Posted by fidest press agency su sabato, 30 marzo 2019

Il sindacato trova le risorse aggiuntive a quelle predisposte dal governo nella recente legge di stabilità per garantire ulteriori aumenti minimi di 200 euro al mese per il prossimo triennio, per rispondere all’impoverimento degli stipendi degli insegnanti e per predisporre il passaggio di livello funzionale del personale Ata. La progressione economica dovrà riguardare anche il personale precario e spplente breve con una profonda modifica alle norme relative alla ricostruzione di carriera.È uno dei punti delle linee guida per la firma del prossimo contratto, approvate dal Consiglio nazionale Anief, svoltosi a Roma il 23 marzo. Per la parte economica si chiede la valorizzazione del ruolo degli insegnanti come negli altri Paesi europei e del lavoro svolto dal personale Ata il cui profilo e le cui responsabilità sono profondamente diverse da quelle fissate 30 anni fa. Marcello Pacifico, presidente Anief: “Basta firmare contratti che non recuperano nemmeno l’aumento del costo della vita e sviliscono la funzione docente e chi lavora nella scuola dell’autonomia. Il nostro ufficio legislativo ha trovato le risorse per garantire aumenti di quasi 3.000 euro annui a dispetto delle poche centinaia di euro autorizzate dal Parlamento. Ora il ministro Bongiorno autorizzi le linee d’indirizzo per firmare l’accordo quadro e avviare i tavoli per la firma del nuovo contratto”.

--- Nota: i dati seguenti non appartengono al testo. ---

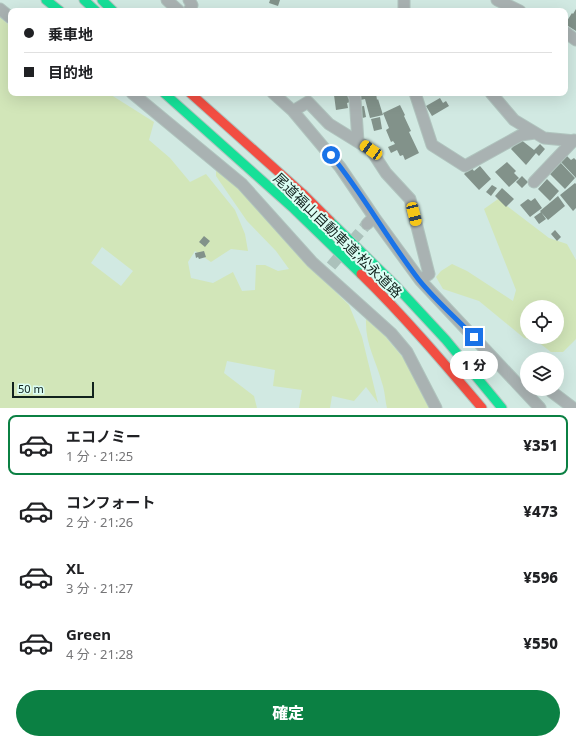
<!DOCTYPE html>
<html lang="ja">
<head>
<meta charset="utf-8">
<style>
  :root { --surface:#fff; --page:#f2f2f2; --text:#202124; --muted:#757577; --line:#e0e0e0; --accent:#0b8043 }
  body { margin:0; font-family:"Noto Sans","Noto Sans JP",sans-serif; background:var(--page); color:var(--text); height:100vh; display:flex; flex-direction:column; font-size:15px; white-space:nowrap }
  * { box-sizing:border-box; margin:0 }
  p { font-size:13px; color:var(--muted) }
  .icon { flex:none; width:22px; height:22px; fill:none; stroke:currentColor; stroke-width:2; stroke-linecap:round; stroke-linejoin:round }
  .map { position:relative; height:408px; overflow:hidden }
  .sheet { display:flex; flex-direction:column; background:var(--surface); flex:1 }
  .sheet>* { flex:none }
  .guide { position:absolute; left:8px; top:8px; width:560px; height:88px; border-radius:8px; box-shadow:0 4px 16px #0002; display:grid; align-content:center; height:88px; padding:0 16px; background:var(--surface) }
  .buttons { position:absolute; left:520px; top:300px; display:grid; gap:8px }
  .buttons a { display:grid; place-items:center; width:44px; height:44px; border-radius:50%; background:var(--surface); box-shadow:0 4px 16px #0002; font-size:20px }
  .scale { position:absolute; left:12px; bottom:10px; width:82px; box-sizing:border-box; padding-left:4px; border:2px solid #11221d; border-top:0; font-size:11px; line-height:14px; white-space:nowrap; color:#11221d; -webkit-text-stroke:3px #dbfef4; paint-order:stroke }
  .end { position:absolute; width:18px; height:18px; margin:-9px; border:5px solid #1a73e8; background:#fff; box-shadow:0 0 0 2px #fff }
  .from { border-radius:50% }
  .bubble { position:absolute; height:28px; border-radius:14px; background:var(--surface); box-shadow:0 4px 16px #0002; font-size:13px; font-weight:800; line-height:28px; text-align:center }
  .car { position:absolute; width:12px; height:24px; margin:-12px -6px; border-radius:5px; box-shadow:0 0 3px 1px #0007; background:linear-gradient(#f5c518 24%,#345 0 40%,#f5c518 0 76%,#345 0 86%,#f5c518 0) }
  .guide b { display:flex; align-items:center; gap:14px; height:38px; font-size:15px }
  .guide b+b { border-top:1px solid var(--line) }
  .guide i { width:10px; height:10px; background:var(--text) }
  ul { padding:7px 0 0; list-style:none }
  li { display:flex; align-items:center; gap:12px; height:60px; margin:0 8px 6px; padding:0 8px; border:2px solid transparent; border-radius:8px }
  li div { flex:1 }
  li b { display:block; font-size:15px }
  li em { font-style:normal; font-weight:800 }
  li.active { border-color:var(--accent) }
  li>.icon { width:36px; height:36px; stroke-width:1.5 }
  .primary-button { display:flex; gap:8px; margin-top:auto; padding:8px 16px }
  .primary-button a { flex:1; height:46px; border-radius:24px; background:var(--accent); color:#fff; font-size:16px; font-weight:800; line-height:46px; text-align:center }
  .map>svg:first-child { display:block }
  .green { fill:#d2e6b9; fill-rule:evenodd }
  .building { fill:#82928a }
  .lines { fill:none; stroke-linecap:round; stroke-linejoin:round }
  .street-tunnel { stroke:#abc1bb; stroke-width:11; stroke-dasharray:11 5.5; stroke-linecap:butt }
  .street-casing { stroke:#b0c4be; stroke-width:13 }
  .fast-casing { stroke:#b0c4be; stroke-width:11 }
  .jam-casing { stroke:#b0c4be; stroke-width:11 }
  .street { stroke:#a9b2b2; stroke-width:11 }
  .fast { stroke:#16e098; stroke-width:9 }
  .jam { stroke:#f24e42; stroke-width:9 }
  .route { stroke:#1a73e8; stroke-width:5 }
  .labels { text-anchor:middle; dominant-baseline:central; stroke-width:4; stroke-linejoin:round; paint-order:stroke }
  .street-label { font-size:14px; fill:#11221d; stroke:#dbfef4 }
</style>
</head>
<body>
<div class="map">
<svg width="576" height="408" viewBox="0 0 576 408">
  <rect width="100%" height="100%" fill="#d1e9e2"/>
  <path class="green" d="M0,17L11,27V93H108L154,122L149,140L170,158L190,182L206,174L235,210L245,234L248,251L231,249L211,262L195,251L188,262L191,278L213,283L233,272L242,291L255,290L256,265H265L278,271L289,269L276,251L247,221L216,176V168L242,190L302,259L349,305L362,337L378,403L366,387L354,401L332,396L330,408H299L302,390L273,386L275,370L227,361L224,373L254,396L257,408H0ZM102,247L133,271L121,286L91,263Z
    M498,199L549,238L567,244L576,260V339L563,352H551L538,342L524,338L479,301L443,289L436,277L441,271L452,264L467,271L513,301L516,290L484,209ZM527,307H557V337H527Z
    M366,319L384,335L405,360L429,408H387C385,400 385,391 382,383C376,360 365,344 366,319Z"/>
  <path class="building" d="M270,0H280L278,6L269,3Z
    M576,9V31L565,24L572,13L573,14Z
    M349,93L350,102L347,103L348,108L336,110L334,95Z
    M354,93H376L377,100L378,99L383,115L370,118L365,99L356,101Z
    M440,98L443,103L446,101L449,106L432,116L426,106Z
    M400,105L405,115L404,116L411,131L409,132L419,153L405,160L403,155L400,156L397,150L391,153L388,147L395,144L393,141L391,142L386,130L389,128L383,113Z
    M364,106L366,117L359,119L356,107Z
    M380,117L382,129L374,131L371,119Z
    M520,139L534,150L540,144L545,149L539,156L536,153L526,165L511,149Z
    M566,155L571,160L574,158L576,160V178L560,161Z
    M507,162L516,171L514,173L519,178L509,187L495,172Z
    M560,162L575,178L565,189L550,174Z
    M480,166L491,179L479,190L464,174L471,167L474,171Z
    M522,176L528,182L522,188L516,182Z
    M547,179L559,191L550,201L538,189Z
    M575,183L576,184V208L573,211L560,195Z
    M492,185L497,188L491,196L486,192Z
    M502,188L514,199L506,207L495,196Z
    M558,196L565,206L548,220L540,211Z
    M535,198L542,208L530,217L520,205L528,199L531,201Z
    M541,212L546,219L539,224L534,217Z
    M555,230L561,237L557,241L551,234Z
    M204,236L210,241L205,247L199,242Z
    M204,251L206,257L199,259L198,257L196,258L195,253Z"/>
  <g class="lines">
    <path class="street-tunnel" d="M331,266L367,224"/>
    <g class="street-casing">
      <path id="street" d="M167,0L179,11
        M189,0L192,5L189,11
        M497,0L520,11
        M0,9L11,18
        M404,11V0
        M565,32L576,40
        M132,93L242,184L312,262L391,333L407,352L436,408
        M273,93L293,111L340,167L374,217L420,280L540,408
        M353,93L355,98L358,141
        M415,93L432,145L465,166L521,135L535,133
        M491,93L514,120L544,138L576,141
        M293,111L308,102L329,124L371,150L386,173L410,199L429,274L420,280
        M534,182L574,140
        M367,224L374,217
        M548,389L573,408"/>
    </g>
    <g class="fast-casing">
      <path id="fast" d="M46,0L60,11
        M84,0L96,11
        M102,0L113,11
        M164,93L294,209L361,274
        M330,221L396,286L446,340L502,408"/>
    </g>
    <g class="jam-casing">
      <path id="jam" d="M190,93L302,193L330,221
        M361,274C404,316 443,362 482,408"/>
    </g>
    <use href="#street" class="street"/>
    <use href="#fast" class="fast"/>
    <use href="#jam" class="jam"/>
  </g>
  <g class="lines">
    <path class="route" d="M331,155C363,194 388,240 419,280C435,300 456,318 474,337"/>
  </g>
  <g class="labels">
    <g class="street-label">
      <text transform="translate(338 235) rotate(44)">尾道福山自動車道;松永道路</text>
    </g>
  </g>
</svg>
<div class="buttons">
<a><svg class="icon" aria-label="locate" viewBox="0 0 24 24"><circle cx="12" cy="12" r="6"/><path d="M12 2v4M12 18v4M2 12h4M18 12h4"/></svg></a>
<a><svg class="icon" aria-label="layers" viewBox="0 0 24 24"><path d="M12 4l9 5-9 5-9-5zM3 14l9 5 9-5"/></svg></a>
</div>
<div class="scale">50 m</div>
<i class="end from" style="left:331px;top:155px"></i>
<i class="end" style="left:474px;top:337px"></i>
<div class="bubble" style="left:450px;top:351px;width:48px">1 分</div>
<i class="car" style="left:371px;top:150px;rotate:304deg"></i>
<i class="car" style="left:414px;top:214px;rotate:166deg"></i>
<div class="guide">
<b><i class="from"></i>乗車地</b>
<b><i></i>目的地</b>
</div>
</div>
<section class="sheet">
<ul>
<li class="active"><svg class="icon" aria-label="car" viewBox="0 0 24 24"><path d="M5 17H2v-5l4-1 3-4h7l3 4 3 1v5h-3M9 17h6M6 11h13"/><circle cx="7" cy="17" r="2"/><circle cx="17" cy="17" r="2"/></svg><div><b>エコノミー</b><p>1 分 · 21:25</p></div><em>¥351</em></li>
<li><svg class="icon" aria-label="car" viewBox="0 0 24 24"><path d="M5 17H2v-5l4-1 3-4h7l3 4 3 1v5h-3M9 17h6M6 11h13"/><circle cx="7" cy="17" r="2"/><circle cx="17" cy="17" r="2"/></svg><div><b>コンフォート</b><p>2 分 · 21:26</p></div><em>¥473</em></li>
<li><svg class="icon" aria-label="car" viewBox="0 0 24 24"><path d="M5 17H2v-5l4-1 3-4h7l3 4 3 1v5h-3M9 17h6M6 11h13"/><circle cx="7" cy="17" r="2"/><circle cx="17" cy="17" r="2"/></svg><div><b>XL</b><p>3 分 · 21:27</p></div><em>¥596</em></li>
<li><svg class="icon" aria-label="car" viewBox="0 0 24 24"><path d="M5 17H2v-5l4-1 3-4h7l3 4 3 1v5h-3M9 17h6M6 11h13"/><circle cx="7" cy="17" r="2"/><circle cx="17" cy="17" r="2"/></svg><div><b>Green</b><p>4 分 · 21:28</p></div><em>¥550</em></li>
</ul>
<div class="primary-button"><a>確定</a></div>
</section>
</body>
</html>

Gli stipendi dei docenti e Ata della scuola italiana non sono per nulla ancorati agli standard europei e continuano a essere i più bassi della pubblica amministrazione. Come se non bastasse le retribuzioni medie dei lavoratori italiani hanno perso mille euro di potere d’acquisto negli ultimi sette anni per effetto del blocco contrattuale tra il 2008 e il 2016 e del mancato recupero dell’inflazione nell’ultimo triennio. Come risolvere questa situazione in presenza delle ristrettezze di bilancio? L’Anief ha trovato una soluzione: basta utilizzare i risparmi di spesa già destinati dalla legge alla carriera del docente e al settore scolastico.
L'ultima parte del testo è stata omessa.